- [Work item] Where a line contains the word "Sokak", copy that line from the records below.

- [Exercise inputs]
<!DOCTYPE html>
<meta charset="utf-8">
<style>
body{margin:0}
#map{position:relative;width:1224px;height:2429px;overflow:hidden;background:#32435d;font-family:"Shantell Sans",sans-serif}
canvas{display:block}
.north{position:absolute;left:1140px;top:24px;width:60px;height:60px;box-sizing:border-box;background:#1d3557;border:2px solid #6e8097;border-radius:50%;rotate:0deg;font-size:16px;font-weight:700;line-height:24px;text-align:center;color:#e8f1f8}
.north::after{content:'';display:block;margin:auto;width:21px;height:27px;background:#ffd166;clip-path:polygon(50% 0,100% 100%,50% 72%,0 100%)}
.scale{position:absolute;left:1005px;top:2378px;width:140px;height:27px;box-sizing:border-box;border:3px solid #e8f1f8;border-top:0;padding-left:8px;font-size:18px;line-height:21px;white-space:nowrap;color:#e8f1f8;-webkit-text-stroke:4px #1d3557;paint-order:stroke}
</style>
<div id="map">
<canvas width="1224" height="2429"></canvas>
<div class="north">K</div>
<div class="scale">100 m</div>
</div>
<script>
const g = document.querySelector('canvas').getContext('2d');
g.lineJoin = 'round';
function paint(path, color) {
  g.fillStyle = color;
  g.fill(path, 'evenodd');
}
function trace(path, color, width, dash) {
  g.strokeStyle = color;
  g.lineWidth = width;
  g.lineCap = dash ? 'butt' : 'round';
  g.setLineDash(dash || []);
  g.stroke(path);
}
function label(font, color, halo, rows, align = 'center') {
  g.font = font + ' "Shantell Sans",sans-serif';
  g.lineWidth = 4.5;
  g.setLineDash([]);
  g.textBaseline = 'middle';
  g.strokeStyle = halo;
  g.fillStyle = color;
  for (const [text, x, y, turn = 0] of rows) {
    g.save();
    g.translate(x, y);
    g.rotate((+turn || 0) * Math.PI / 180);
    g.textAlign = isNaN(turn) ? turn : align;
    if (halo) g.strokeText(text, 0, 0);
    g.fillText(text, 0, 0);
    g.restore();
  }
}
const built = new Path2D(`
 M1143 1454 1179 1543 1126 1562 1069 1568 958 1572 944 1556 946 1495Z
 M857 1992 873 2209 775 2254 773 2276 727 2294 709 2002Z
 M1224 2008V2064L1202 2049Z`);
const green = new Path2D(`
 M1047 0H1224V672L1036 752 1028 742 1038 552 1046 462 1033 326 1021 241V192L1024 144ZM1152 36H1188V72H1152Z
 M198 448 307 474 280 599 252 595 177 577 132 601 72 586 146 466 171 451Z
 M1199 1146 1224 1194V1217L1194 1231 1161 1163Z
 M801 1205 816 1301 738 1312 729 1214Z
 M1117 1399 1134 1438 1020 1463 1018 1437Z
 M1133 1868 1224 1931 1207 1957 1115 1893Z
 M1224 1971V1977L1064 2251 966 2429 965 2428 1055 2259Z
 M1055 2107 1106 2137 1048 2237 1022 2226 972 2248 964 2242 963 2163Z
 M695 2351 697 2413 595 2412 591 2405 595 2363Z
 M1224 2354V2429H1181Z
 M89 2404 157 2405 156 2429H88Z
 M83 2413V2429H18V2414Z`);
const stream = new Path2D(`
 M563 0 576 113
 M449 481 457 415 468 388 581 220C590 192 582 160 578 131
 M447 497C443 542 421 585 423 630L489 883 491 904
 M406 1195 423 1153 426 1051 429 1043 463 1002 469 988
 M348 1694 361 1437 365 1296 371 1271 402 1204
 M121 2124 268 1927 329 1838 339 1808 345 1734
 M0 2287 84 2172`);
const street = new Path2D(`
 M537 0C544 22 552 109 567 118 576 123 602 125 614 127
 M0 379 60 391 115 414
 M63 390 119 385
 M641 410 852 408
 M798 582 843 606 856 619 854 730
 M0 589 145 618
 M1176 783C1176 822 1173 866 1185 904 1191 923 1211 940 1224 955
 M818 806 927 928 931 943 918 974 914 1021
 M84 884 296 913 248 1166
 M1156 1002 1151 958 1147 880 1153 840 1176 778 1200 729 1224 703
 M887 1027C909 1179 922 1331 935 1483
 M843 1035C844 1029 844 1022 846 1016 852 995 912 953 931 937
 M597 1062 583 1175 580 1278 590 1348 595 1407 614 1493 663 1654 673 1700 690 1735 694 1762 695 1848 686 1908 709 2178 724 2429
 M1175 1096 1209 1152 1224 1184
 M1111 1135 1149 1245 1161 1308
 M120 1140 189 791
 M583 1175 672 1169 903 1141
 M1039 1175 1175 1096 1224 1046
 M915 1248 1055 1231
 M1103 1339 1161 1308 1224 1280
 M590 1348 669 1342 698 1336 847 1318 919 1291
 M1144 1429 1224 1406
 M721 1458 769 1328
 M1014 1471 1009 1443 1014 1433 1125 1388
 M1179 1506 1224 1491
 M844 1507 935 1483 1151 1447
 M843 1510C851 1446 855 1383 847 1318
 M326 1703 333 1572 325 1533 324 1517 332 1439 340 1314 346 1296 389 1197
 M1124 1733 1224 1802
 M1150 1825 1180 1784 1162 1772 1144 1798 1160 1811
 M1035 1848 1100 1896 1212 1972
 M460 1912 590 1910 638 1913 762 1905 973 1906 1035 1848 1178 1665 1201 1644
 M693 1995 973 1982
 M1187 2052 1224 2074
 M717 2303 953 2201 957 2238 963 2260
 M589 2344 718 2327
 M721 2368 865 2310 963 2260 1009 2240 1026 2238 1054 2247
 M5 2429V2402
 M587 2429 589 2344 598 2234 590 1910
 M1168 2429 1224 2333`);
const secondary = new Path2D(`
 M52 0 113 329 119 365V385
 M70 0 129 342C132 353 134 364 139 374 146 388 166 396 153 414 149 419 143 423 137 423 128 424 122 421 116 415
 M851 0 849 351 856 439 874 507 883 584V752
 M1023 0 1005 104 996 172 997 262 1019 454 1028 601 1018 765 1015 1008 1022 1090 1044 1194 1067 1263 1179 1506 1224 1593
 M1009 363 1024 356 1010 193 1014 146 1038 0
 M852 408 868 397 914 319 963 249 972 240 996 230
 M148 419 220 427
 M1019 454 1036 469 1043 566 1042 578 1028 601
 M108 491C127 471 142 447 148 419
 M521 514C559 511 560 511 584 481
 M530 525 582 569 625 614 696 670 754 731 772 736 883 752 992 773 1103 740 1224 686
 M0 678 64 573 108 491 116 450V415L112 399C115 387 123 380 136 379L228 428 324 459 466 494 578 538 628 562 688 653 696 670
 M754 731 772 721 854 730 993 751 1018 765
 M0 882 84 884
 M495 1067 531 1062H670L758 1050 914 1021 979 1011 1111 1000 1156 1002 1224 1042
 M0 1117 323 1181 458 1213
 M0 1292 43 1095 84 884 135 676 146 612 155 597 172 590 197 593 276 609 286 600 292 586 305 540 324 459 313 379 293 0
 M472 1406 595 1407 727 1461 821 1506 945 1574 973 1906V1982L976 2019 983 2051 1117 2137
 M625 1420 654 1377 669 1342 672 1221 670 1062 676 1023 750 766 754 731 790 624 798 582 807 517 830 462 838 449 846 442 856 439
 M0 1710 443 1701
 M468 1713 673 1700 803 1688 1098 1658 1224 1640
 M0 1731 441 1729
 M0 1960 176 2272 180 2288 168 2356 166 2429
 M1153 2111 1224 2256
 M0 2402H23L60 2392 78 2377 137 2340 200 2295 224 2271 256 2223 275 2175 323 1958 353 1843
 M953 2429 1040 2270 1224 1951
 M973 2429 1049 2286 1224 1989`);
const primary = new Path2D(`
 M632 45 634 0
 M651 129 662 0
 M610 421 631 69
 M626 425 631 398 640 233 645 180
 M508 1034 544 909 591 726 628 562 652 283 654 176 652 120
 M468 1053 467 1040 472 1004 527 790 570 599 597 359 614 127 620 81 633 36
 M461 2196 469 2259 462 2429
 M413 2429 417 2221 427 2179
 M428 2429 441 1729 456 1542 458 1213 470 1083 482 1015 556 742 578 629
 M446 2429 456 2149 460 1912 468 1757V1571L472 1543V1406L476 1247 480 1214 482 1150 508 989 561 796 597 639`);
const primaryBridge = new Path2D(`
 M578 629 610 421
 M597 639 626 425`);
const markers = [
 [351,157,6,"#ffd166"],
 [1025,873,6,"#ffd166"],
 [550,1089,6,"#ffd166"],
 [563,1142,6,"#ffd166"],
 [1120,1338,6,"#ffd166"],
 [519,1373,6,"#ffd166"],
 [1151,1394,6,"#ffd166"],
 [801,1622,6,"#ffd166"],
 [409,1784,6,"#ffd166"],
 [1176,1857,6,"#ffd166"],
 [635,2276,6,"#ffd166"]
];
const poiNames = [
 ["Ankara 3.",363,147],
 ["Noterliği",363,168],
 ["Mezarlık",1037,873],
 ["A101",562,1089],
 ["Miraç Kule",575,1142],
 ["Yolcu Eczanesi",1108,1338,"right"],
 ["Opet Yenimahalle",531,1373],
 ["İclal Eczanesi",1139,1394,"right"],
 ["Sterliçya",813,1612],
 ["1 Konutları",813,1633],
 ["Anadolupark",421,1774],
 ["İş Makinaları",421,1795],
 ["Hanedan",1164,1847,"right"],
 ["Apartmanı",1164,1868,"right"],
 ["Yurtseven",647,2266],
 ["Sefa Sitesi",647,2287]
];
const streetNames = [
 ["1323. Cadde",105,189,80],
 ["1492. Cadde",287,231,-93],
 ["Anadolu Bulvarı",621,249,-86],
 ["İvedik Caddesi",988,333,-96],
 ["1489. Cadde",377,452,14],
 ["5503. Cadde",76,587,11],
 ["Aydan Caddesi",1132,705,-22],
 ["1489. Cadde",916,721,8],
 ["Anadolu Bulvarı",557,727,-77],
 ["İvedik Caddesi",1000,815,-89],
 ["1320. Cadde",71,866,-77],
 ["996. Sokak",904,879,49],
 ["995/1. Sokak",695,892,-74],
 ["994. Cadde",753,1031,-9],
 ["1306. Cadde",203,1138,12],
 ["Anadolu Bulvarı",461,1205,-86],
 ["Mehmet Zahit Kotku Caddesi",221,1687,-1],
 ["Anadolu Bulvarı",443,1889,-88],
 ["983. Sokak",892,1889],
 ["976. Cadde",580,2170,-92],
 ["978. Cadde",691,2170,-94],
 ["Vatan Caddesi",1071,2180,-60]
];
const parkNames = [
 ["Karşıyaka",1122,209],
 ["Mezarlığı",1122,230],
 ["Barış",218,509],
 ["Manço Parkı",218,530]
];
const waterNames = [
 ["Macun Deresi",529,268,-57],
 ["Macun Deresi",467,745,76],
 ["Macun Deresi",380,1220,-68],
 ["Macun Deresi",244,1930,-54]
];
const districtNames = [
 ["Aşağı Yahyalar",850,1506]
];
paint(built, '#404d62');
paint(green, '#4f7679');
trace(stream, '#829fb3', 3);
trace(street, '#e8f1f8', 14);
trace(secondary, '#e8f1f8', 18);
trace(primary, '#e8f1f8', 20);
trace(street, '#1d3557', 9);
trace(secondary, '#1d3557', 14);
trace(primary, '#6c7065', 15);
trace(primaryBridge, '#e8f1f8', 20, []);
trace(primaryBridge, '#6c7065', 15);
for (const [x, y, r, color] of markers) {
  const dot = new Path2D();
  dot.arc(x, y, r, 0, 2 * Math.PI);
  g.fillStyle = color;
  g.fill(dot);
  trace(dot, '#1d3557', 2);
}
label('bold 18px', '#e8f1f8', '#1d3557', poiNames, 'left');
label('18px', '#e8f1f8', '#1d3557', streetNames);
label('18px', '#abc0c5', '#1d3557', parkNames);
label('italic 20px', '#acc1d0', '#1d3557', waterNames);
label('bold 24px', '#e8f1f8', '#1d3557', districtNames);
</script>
--
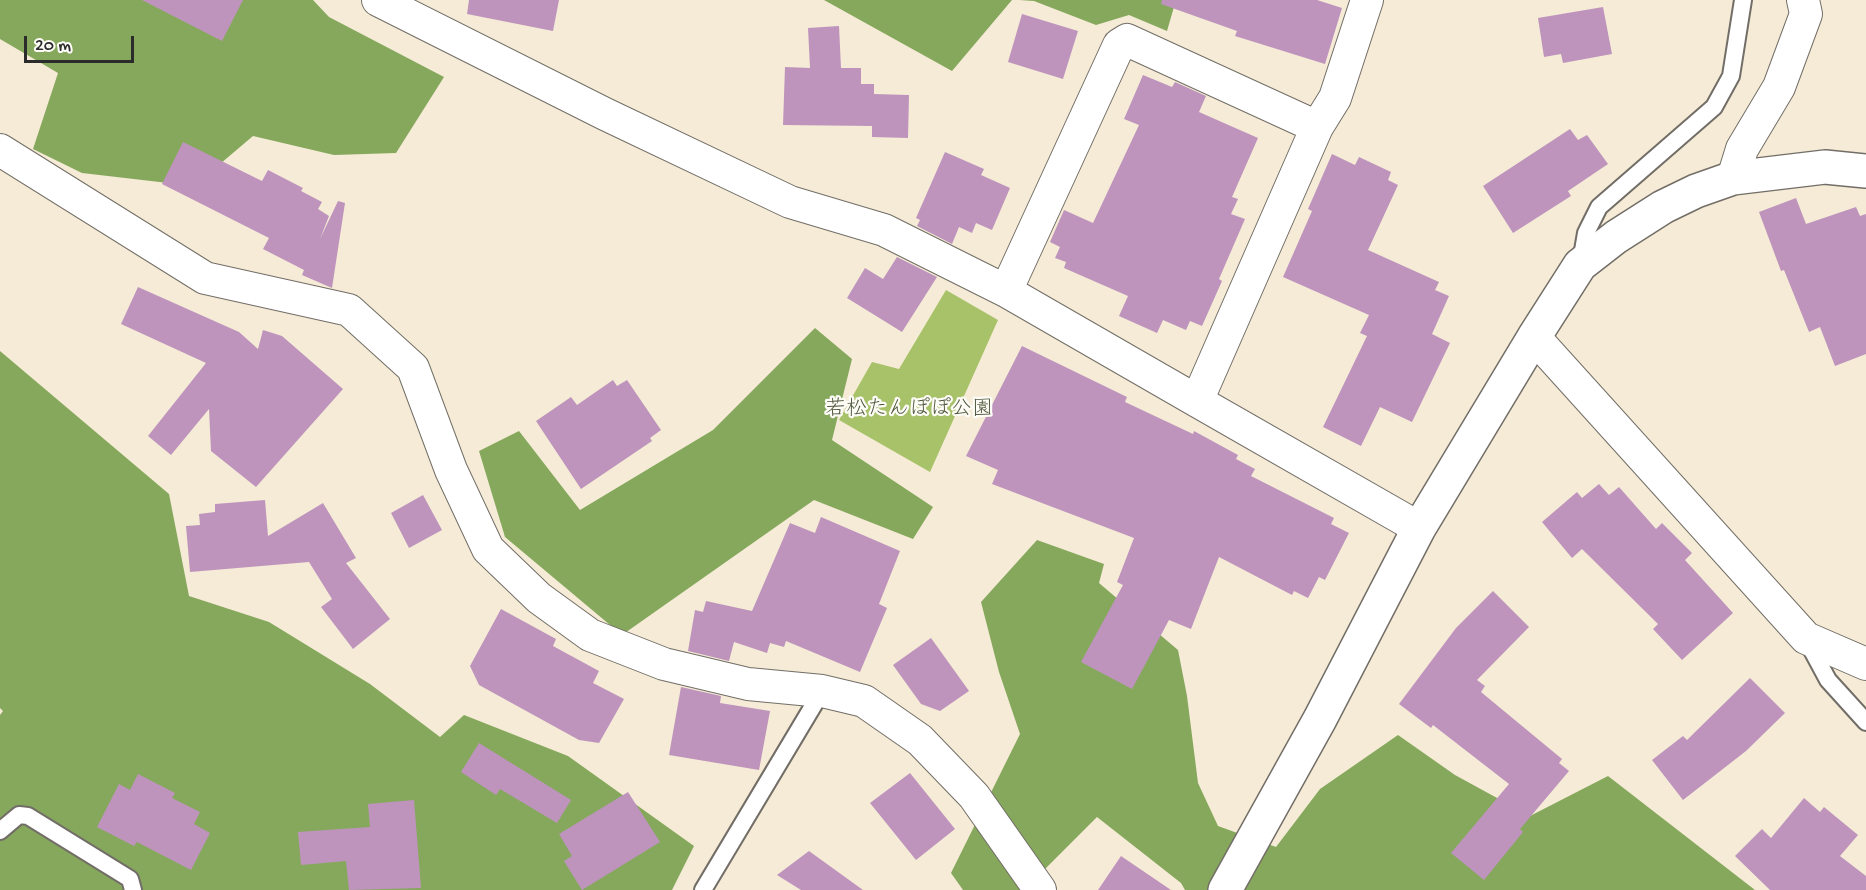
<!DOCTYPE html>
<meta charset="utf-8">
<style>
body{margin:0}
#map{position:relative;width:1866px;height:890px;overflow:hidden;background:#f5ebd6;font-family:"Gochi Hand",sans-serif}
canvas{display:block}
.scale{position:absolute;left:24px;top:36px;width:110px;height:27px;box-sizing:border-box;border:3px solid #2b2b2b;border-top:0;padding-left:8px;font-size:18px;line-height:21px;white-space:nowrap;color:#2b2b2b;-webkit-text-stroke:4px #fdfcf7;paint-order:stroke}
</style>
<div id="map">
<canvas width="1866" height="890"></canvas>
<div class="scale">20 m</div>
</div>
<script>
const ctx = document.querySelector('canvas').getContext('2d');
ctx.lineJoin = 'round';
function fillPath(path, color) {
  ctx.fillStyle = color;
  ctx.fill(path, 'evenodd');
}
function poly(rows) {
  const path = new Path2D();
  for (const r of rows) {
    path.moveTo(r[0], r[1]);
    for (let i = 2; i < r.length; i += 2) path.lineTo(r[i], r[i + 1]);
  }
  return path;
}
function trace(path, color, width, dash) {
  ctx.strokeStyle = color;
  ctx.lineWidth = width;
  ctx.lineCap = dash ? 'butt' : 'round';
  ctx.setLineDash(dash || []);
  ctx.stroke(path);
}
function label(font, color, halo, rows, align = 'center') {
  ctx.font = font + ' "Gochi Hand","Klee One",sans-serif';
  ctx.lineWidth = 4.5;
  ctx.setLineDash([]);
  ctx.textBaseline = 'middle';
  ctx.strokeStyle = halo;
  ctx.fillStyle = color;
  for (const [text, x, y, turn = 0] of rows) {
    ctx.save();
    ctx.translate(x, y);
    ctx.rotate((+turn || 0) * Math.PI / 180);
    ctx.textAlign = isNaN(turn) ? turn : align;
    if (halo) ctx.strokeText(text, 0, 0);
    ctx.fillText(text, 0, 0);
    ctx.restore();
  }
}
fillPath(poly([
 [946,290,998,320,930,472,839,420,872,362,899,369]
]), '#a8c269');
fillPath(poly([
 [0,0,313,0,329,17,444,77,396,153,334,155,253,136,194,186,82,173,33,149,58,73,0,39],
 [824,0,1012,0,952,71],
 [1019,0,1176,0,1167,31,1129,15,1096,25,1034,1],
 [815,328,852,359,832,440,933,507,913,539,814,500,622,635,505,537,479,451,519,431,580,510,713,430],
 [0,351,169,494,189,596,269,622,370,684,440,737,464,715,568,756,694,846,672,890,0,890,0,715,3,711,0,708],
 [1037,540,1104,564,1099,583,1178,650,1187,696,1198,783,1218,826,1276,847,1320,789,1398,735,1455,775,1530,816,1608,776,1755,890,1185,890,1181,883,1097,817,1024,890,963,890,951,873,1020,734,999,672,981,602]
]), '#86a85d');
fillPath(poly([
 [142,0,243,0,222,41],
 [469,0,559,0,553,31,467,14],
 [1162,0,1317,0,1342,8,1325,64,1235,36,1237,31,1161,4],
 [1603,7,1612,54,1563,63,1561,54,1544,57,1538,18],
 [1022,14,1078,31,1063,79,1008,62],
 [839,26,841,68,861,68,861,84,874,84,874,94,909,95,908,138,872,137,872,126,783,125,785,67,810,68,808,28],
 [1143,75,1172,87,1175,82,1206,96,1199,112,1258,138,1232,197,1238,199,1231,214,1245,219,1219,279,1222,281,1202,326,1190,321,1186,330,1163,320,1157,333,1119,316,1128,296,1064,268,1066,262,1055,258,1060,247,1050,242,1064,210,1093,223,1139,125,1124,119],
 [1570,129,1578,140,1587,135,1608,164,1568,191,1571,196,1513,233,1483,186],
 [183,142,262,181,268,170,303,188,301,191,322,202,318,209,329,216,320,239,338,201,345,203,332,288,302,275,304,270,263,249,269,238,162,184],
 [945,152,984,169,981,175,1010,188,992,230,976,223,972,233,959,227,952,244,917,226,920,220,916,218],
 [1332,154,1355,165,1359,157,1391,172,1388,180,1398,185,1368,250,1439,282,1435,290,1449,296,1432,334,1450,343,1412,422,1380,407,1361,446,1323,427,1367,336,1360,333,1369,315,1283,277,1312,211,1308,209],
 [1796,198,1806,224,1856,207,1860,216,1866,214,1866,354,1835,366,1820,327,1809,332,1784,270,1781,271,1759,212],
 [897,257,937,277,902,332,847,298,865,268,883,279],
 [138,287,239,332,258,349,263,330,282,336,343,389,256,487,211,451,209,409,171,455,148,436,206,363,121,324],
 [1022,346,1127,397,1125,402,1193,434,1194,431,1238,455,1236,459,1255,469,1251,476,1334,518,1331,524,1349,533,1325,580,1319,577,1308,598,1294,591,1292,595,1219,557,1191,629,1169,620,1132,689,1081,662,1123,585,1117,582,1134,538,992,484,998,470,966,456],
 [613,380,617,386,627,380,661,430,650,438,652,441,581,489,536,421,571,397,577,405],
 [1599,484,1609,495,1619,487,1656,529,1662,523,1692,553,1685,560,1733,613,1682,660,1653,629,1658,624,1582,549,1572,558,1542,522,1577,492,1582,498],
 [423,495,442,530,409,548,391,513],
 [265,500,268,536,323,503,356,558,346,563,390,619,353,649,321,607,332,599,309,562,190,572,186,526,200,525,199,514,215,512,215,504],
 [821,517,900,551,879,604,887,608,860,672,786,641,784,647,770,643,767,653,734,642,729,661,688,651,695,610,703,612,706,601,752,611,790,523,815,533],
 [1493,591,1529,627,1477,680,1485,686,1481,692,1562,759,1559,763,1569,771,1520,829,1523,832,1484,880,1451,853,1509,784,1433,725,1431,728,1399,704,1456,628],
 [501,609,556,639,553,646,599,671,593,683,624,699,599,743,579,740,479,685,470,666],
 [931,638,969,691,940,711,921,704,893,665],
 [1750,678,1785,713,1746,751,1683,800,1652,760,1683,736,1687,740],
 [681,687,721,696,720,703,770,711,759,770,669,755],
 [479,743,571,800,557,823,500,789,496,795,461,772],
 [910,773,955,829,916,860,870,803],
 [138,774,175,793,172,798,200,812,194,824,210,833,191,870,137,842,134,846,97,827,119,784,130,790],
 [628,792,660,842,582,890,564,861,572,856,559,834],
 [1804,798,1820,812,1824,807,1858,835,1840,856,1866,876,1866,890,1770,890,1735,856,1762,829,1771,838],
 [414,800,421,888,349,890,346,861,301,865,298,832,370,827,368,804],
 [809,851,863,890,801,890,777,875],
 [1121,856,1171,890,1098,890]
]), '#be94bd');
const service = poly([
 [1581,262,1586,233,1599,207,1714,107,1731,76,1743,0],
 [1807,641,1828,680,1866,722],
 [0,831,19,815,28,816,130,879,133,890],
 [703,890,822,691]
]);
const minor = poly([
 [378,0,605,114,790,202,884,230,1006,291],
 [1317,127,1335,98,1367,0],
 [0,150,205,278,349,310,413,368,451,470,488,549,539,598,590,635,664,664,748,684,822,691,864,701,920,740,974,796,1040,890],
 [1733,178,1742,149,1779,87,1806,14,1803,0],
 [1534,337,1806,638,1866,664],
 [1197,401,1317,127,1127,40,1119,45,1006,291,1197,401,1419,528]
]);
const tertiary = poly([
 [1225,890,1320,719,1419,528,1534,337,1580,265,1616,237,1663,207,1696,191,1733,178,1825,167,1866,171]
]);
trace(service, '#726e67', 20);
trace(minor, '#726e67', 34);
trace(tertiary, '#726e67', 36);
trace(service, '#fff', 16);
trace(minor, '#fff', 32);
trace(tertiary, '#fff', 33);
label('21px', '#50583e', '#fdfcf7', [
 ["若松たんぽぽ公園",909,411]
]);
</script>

- [Answer to this problem]
 ["996. Sokak",904,879,49],
 ["995/1. Sokak",695,892,-74],
 ["983. Sokak",892,1889],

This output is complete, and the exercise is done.